Foto: Priyantono Oemar/ Republika
Kemendikbud mengeluarkan Kamus Besar Bahasa Indonesia (KBBI) edisi kelima.

REPUBLIKA.CO.ID,  JAKARTA -- Menteri Pendidikan dan Kebudayaan (Mendikbud) Muhadjir Effendy menyebut kemampuan bahasa pelajar kelas menengah atas di Indonesia mengalami kemunduran. Menurutnya itu akibat kurangnya dukungan literasi di sekolah.

"Problem, ternyata kemampuan bahasa anak kita jauh tertinggal, mundur empat tahun. Jadi kemampuan anak SMA kelas XII sama dengan SMP kelas VIII," kata dia dalam diskusi Bincang-bincang Kebangsaan dalam Perspektif Kebahasaan dan Kesastraan di Jakarta, Rabu (1/3).

Mantan rektor Universitas Muhammadiyah Malang (UMM) itu menjabarkan hal itu disebabkan kurangnya dukungan literasi di sekolah. Ia menyebut budaya literasi tidak cukup dengan memberikan lewat mata pelajaran bahasa Indonesia di sekolah.

Ia menyarankan, seharusnya sekolah tidak hanya menyediakan buku pelajaran pada anak-anak, tetapi juga karya sastra. Ia meyakini banyak manfaat yang dapat diserap saat anak-anak membaca produksi karya sastra klasik yang melegenda dan monumental dari sastrawan.

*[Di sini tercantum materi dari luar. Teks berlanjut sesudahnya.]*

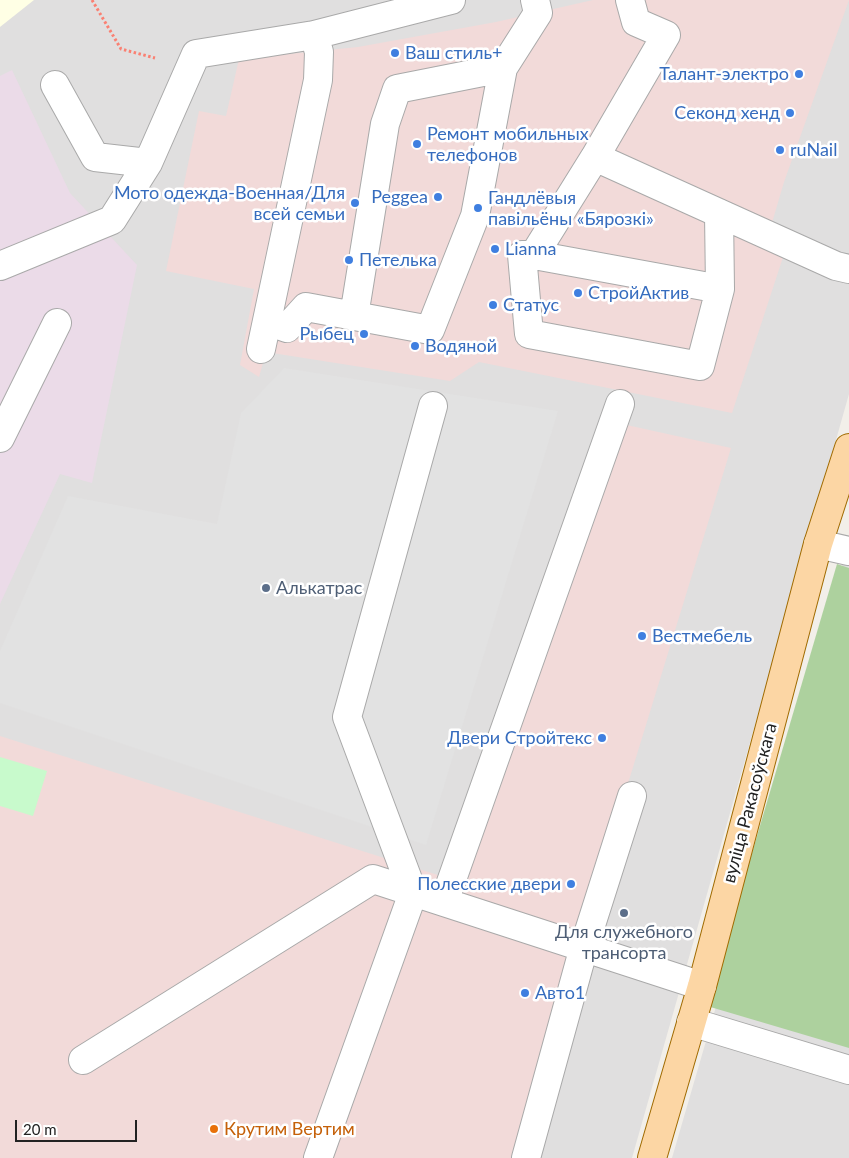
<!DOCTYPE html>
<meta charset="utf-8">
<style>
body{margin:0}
#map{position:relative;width:849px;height:1158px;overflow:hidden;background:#f2efe9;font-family:Lato,sans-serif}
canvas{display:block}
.scale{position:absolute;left:15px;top:1120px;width:122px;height:22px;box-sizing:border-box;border:2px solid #222;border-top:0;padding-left:6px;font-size:15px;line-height:18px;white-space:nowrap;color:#222;-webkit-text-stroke:4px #fff;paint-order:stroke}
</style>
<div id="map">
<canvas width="849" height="1158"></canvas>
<div class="scale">20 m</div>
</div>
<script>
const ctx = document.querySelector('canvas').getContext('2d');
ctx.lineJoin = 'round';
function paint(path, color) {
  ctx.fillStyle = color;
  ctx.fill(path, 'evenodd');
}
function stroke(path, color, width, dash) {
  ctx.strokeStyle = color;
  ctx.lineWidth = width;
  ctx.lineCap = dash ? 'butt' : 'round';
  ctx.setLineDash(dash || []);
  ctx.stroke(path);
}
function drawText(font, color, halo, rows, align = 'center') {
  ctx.font = font + ' Lato,sans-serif';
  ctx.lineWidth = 5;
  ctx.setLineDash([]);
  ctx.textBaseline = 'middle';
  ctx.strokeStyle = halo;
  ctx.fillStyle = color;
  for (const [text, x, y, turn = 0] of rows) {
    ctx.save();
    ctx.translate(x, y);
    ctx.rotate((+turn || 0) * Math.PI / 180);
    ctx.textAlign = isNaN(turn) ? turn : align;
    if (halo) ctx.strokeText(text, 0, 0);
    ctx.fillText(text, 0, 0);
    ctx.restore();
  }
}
paint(new Path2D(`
 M0,0H849V394L632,1158H0Z
 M849,541V1158H672L713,1017Z`), '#e0dfdf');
paint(new Path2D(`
 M593,0H849L784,182L769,233L787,245L732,413L479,362L450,381L266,352L259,377L240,365L254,289L166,271L199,111L226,116L239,59L358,47L496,22Z
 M604,420L731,448L513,1158H0V736L463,883Z`), '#f2dad9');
paint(new Path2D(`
 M12,70L70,193L137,265L92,483L60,474L0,604V76Z`), '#ebdbe8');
paint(new Path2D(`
 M0,0H34L0,27Z`), '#ffffe5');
paint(new Path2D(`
 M837,564L849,568V1048L707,1006Z`), '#add19e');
paint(new Path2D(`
 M0,757L47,771L33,816L0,806Z`), '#c8facc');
paint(new Path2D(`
 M284,368L558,411L426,845L0,703V651L68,496L217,524L241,413Z`), '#e2e2e2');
const minor = new Path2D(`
 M630,0L636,22L666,35L595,157L534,255H522L529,334L700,366L720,289L719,213
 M55,85L95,157L148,163
 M595,157L836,266L849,269
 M534,255L720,289
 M0,266L112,220L148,163L196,54L314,35L451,0
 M354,316L385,124L397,89L503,68
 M267,321L287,328L306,307L430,330L475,216L503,68L538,13L535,0
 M261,349L318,80L319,52L314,35
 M0,438L57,323
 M818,544L849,551
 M444,902L620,404
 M691,1022L849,1070
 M83,1060L373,879L702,986
 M318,1158L413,893L347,717L433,406
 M526,1158L584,947L632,796`);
const major = new Path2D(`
 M652,1158L702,986L818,544L849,448`);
stroke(minor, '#a9a9a9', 30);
stroke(major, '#a06b00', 30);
stroke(new Path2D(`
 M92,0L121,49L155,58`), '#fa8072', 3, [2.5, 2.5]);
stroke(minor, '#fff', 28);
stroke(major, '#fcd6a4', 28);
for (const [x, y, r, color] of [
 [395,53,5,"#3f7fe0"],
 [799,74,5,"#3f7fe0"],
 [790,113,5,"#3f7fe0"],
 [417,144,5,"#3f7fe0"],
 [780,150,5,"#3f7fe0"],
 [438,197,5,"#3f7fe0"],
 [355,203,5,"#3f7fe0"],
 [478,208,5,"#3f7fe0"],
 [495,249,5,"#3f7fe0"],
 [349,260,5,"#3f7fe0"],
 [578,293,5,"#3f7fe0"],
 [493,305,5,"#3f7fe0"],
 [364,334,5,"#3f7fe0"],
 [415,346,5,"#3f7fe0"],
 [266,588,5,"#5c6f8a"],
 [642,636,5,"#3f7fe0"],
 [602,738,5,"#3f7fe0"],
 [571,884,5,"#3f7fe0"],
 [624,913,5,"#5c6f8a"],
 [525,993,5,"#3f7fe0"],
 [214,1129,5,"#e8710a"]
]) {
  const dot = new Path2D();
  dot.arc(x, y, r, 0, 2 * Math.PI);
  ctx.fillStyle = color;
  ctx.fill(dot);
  stroke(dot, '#fff', 2);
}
drawText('18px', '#366cbe', '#fff', [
 ["Ваш стиль+",405,53],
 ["Талант-электро",789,74,"right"],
 ["Секонд хенд",780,113,"right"],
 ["Ремонт мобильных",427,134],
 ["телефонов",427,155],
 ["ruNail",790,150],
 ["Мото одежда-Военная/Для",345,193,"right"],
 ["всей семьи",345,214,"right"],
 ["Peggea",428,197,"right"],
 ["Гандлёвыя",488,198],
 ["павільёны «Бярозкі»",488,219],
 ["Lianna",505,249],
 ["Петелька",359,260],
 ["СтройАктив",588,293],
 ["Статус",503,305],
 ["Рыбец",354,334,"right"],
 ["Водяной",425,346],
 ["Вестмебель",652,636],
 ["Двери Стройтекс",592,738,"right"],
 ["Полесские двери",561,884,"right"],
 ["Авто1",535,993]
], 'left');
drawText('18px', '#4e5e75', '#fff', [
 ["Алькатрас",276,588],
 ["Для служебного",624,932,"center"],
 ["трансорта",624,953,"center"]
], 'left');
drawText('18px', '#222', '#fff', [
 ["вуліца Ракасоўскага",750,803,-75]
]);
drawText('18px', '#c56008', '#fff', [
 ["Крутим Вертим",224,1129]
], 'left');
</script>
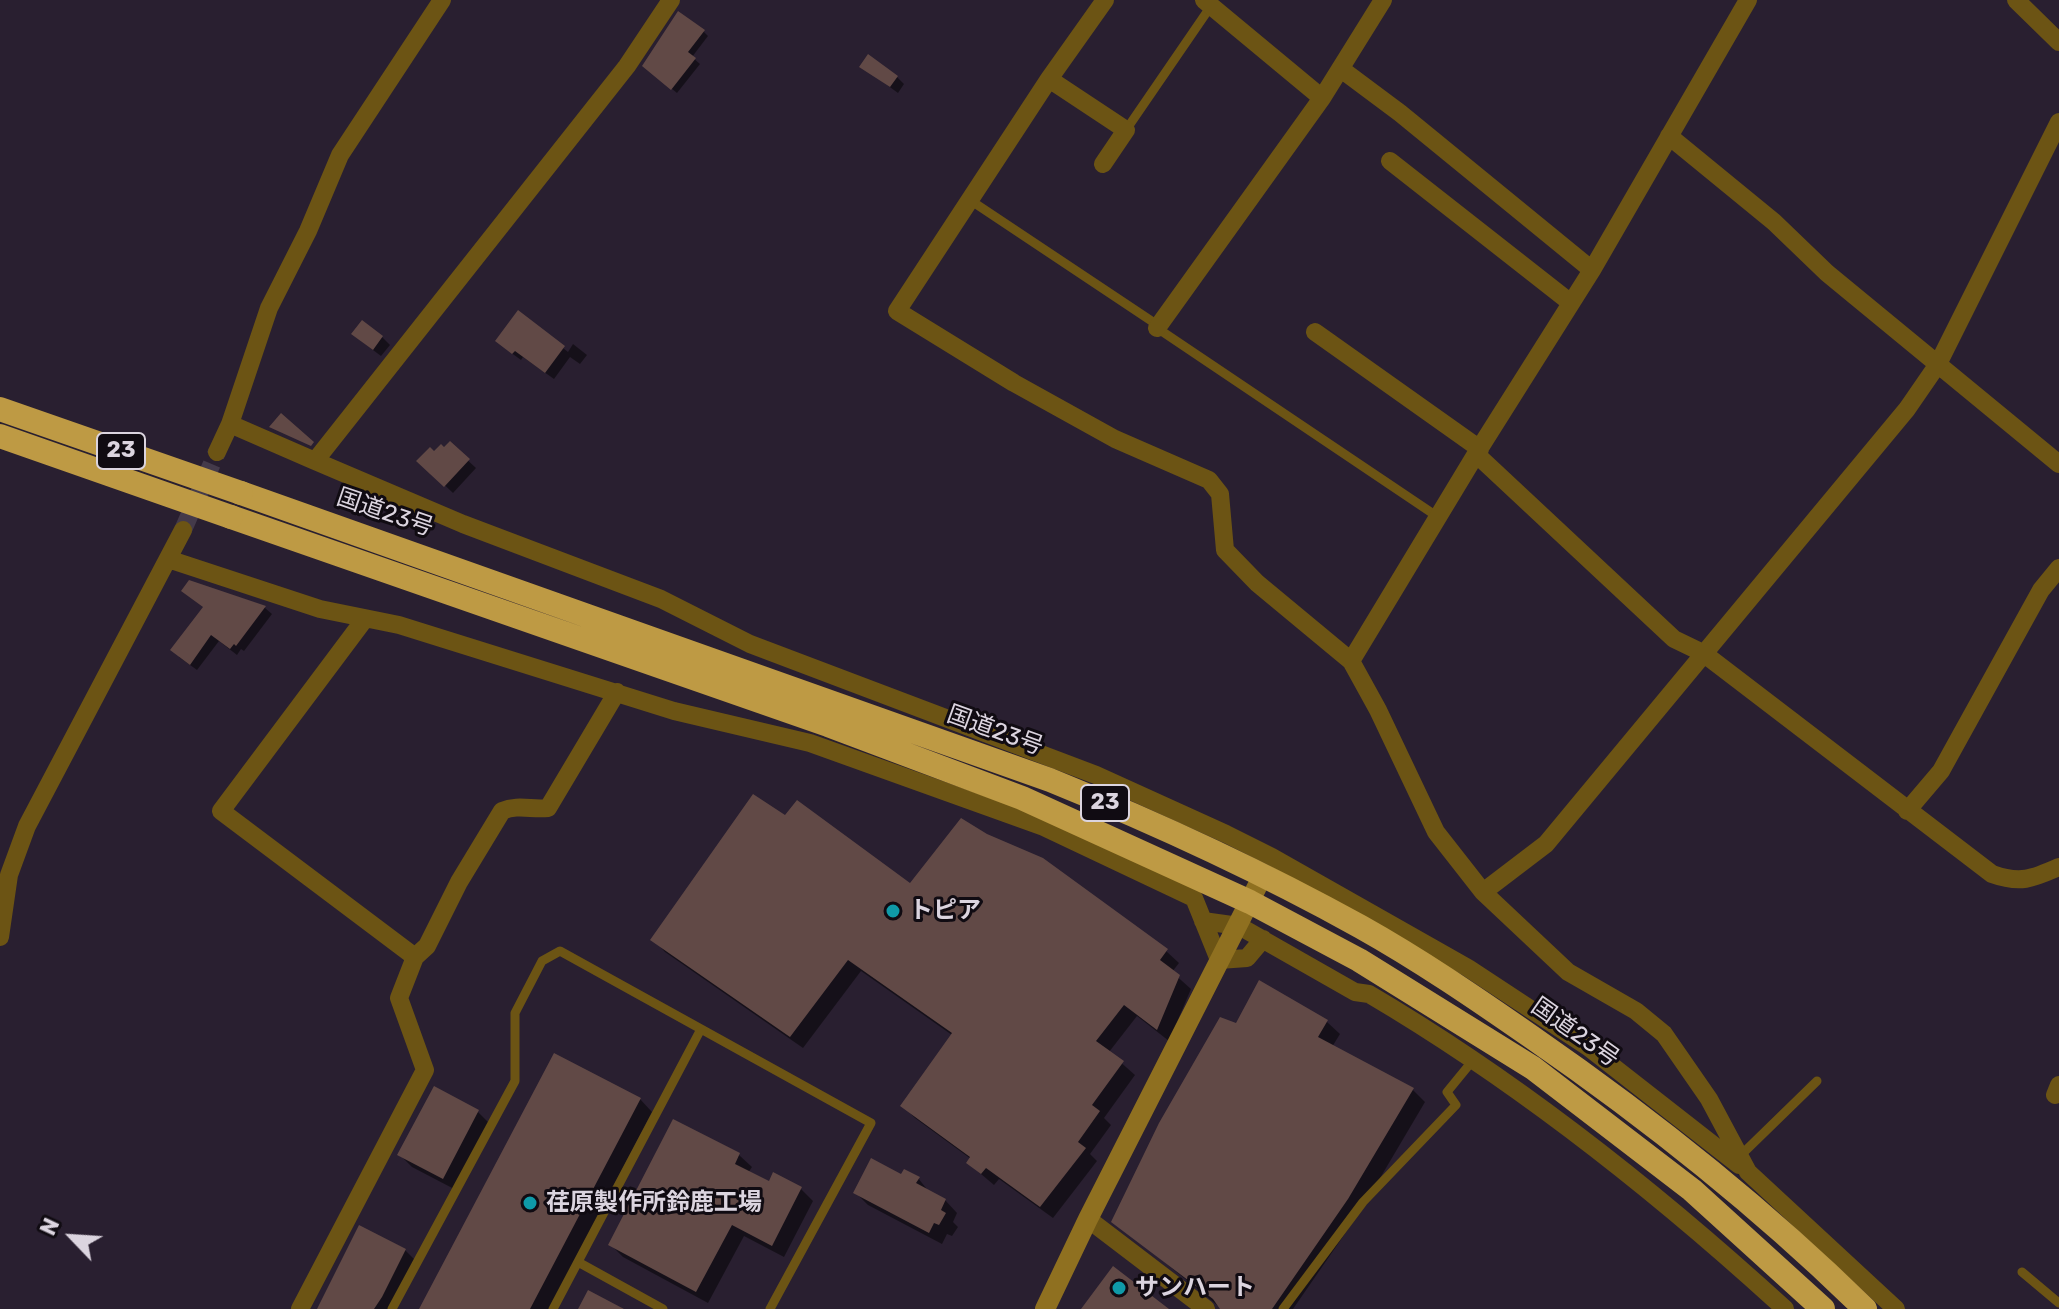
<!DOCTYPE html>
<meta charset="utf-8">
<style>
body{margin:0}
#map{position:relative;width:2059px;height:1309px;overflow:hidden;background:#291f30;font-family:Rubik,sans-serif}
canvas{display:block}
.north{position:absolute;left:32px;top:1197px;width:80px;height:80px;-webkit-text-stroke:6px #100b12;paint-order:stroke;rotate:295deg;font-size:22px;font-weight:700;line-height:32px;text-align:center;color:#dbd4df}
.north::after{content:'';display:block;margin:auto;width:28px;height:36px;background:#dbd4df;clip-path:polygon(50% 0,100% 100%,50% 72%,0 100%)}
</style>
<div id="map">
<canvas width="2059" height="1309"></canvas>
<div class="north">N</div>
</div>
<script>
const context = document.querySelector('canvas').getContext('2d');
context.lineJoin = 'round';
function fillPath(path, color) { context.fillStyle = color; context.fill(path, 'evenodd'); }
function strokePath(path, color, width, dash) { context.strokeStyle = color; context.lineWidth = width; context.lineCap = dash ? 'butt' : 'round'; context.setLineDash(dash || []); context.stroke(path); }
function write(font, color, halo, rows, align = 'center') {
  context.font = font + ' Rubik,"Noto Sans JP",sans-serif'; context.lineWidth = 6; context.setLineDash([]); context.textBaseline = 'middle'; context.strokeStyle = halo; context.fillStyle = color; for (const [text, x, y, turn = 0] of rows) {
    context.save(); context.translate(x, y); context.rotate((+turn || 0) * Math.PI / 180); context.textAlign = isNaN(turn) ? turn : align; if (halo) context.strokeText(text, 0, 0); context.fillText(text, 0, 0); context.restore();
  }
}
const shadow = new Path2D(`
 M703 31 708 36 692 57 700 64 677 93 649 70Z
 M861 66 897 77 904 84 898 93Z
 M382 337 390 345 381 356 361 341Z
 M573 344 587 355 580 364 570 357 554 379 523 357 521 360 506 349 563 348 568 352Z
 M450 444 476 468 453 493 419 461 444 450Z
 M190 582 265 608 272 614 244 651 241 649 237 655 219 641 197 670 179 657 205 608Z
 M786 818 911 886 1166 951 1179 963 1172 972 1191 989 1169 1041 1137 1016 1109 1052 1135 1075 1104 1118 1111 1125 1090 1154 1097 1161 1053 1218 999 1179 994 1185 968 1163 971 1159 915 1118 903 1106 952 1035 861 971 803 1048 665 952 653 939Z
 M1260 983 1327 1022 1340 1034 1332 1047 1412 1089 1425 1102 1360 1212 1293 1309H1222L1114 1221 1236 1026Z
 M640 1099 652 1112 549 1309H421Z
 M478 1112 490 1124 456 1190 412 1167 400 1155Z
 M739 1155 752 1167 748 1173 770 1184 801 1189 813 1201 784 1257 744 1236 708 1303 623 1257 611 1245Z
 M902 1177 918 1178 930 1193 945 1200 957 1213 953 1222 958 1227 952 1236 947 1234 942 1244 868 1205 855 1192Z
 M405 1250 418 1263 393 1309H319Z`);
const building = new Path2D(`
 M678 11 705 30 688 52 696 58 671 90 642 66Z
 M868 54 898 76 890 87 859 67Z
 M518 310 565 346 545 373 515 351 512 354 495 341Z
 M362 320 383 336 373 350 351 334Z
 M281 413 314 442 311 446 269 427Z
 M450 441 470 459 444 487 416 461 430 447 434 451 441 444 444 447Z
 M189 580 266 606 236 646 234 644 230 649 211 635 190 665 170 650 203 607 181 591Z
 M753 794 785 815 797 800 910 883 961 818 987 834 1043 858 1168 949 1160 960 1180 975 1157 1030 1124 1005 1096 1041 1124 1061 1092 1105 1100 1111 1078 1142 1086 1148 1040 1207 986 1168 981 1174 966 1163 970 1157 900 1106 952 1033 848 960 790 1037 650 940Z
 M1259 980 1328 1020 1318 1037 1414 1088 1348 1199 1272 1309H1220L1213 1299 1111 1222 1159 1123 1220 1017 1236 1023Z
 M554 1053 641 1098 530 1309H419Z
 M434 1086 479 1110 443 1179 397 1155Z
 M673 1119 740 1153 735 1164 769 1181 773 1172 802 1187 772 1246 732 1225 696 1292 608 1245Z
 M871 1158 901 1174 904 1169 920 1177 916 1183 946 1199 941 1210 946 1213 939 1225 934 1223 929 1233 853 1193Z
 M359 1225 406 1249 382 1297 374 1309H317Z
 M1113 1266 1169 1309H1081Z
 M588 1290 624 1309H578Z`);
const streetTunnel = new Path2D(`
 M183 530 217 452`);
const lane = new Path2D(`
 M1126 130 1211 6
 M970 200 1159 326
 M1157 328 1438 517
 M1740 1156 1817 1081
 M578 1262 663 1309
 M2022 1272 2059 1303
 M392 1309 515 1081V1013L542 961 560 951 871 1123 770 1309
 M553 1309 701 1029
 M1283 1309 1363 1202 1456 1105 1447 1092 1474 1059`);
const street = new Path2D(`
 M1105 0 1049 79 897 311 1014 383 1115 439 1209 480 1220 494 1225 550 1257 583 1351 661 1378 710 1436 832 1483 892 1568 972 1636 1011 1664 1034 1709 1099 1748 1172 1896 1309
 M1204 0 1322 98 1383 0
 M2016 0 2059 42
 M1341 69 1400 113 1592 270
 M1049 79 1126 130 1103 164
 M1669 136 1774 222 1827 273 2059 464
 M1390 161 1571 303
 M1157 328 1322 98
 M1315 332 1480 449
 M230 424 315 461 627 66 671 0
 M217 452 230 424 269 308 308 231 340 155 442 0
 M1476 454 1674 639 1703 653 1992 874C2020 884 2032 879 2059 867
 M315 461 463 524 661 599 750 644 1096 775 1226 834 1272 857 1468 968 1588 1047 1739 1165
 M168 559 320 609 399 625 674 711 810 743 1044 827 1194 898 1219 960 1247 958 1263 939
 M1351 661 1476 454 1592 270 1748 0
 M1907 811 1941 771 2041 590 2059 568
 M1483 892 1546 844 1907 409 1938 364 2059 122
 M1203 921 1239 926 1355 992 1369 994C1520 1083 1656 1191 1785 1309
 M0 937 9 875 27 826 183 530
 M415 957 427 946 459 882 502 811C518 804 532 810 548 808L617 692
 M2055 1095 2059 1085
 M1088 1219 1206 1309
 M300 1309 425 1070 399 998 415 957 221 811 364 620`);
const secondary = new Path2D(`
 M1045 1309 1088 1219 1263 875`);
const highway = new Path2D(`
 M241 493 1050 780C1156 823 1260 871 1361 927 1420 960 1477 999 1533 1038 1650 1119 1763 1209 1865 1309
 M231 517 828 725 1022 798 1250 902 1359 960 1533 1068 1692 1190 1823 1309`);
const highwayBridge = new Path2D(`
 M0 409 241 493
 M0 436 231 517`);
const markers = [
 [893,911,8,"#0f9aa8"],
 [530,1203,8,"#0f9aa8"],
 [1119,1288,8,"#0f9aa8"]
];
const shields = [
 [121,451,48],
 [1105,803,48]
];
const shieldNames = [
 ["23",121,451],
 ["23",1105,803]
];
const streetNames = [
 ["国道23号",385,513,19],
 ["国道23号",995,731,20],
 ["国道23号",1575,1033,35]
];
const poiNames = [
 ["トピア",909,911],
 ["荏原製作所鈴鹿工場",546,1203],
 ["サンハート",1135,1288]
];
fillPath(shadow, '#0007');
fillPath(building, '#614946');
strokePath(streetTunnel, '#443a4a', 18, [18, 9]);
strokePath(lane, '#6c5414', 9);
strokePath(street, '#6c5414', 18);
strokePath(secondary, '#8f7020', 20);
strokePath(highway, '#be9a44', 24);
strokePath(highwayBridge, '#be9a44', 24);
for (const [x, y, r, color] of markers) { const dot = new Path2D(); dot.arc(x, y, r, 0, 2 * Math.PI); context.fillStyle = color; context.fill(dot); strokePath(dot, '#100b12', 3); }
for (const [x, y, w] of shields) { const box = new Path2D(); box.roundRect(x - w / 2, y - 18, w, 36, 6); context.fillStyle = '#100b12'; context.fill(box); strokePath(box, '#dbd4df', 2); }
write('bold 22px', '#dbd4df', null, shieldNames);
write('24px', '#dbd4df', '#100b12', streetNames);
write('bold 24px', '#dbd4df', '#100b12', poiNames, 'left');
</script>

Sebab, selain memberikan ilmu pengetahuan, anak cenderung punya rasa keingintahuan lebih tinggi. Ia mengatakan hal itu yang belum dilakukan di lingkungan sekolah. "Lihat skema pengadaan buku, sebatas buku mata pelajaran. Belum ke arah ke berikan fasilitas sarana baca memadahi yang membuat anak keranjingan baca dan menulis sastra," tutur Muhadjir.

Pun hal itu dapat dilakukan orang tua dengan menyediakan berbagai macam buku di rumah. Jangan susun buku-buku itu di rak. Namun letakkan saja di manapun yang mudah dijangkau dan dilihat anak-anak.

"Kalau di lingkungan bisa mendidik seperti itu, bagus. Termasuk di sekolah. Produk buku yang bermutu karya sastra, ilmu pengetahuan yang ringan di sekolah harus mulai," ujar dia.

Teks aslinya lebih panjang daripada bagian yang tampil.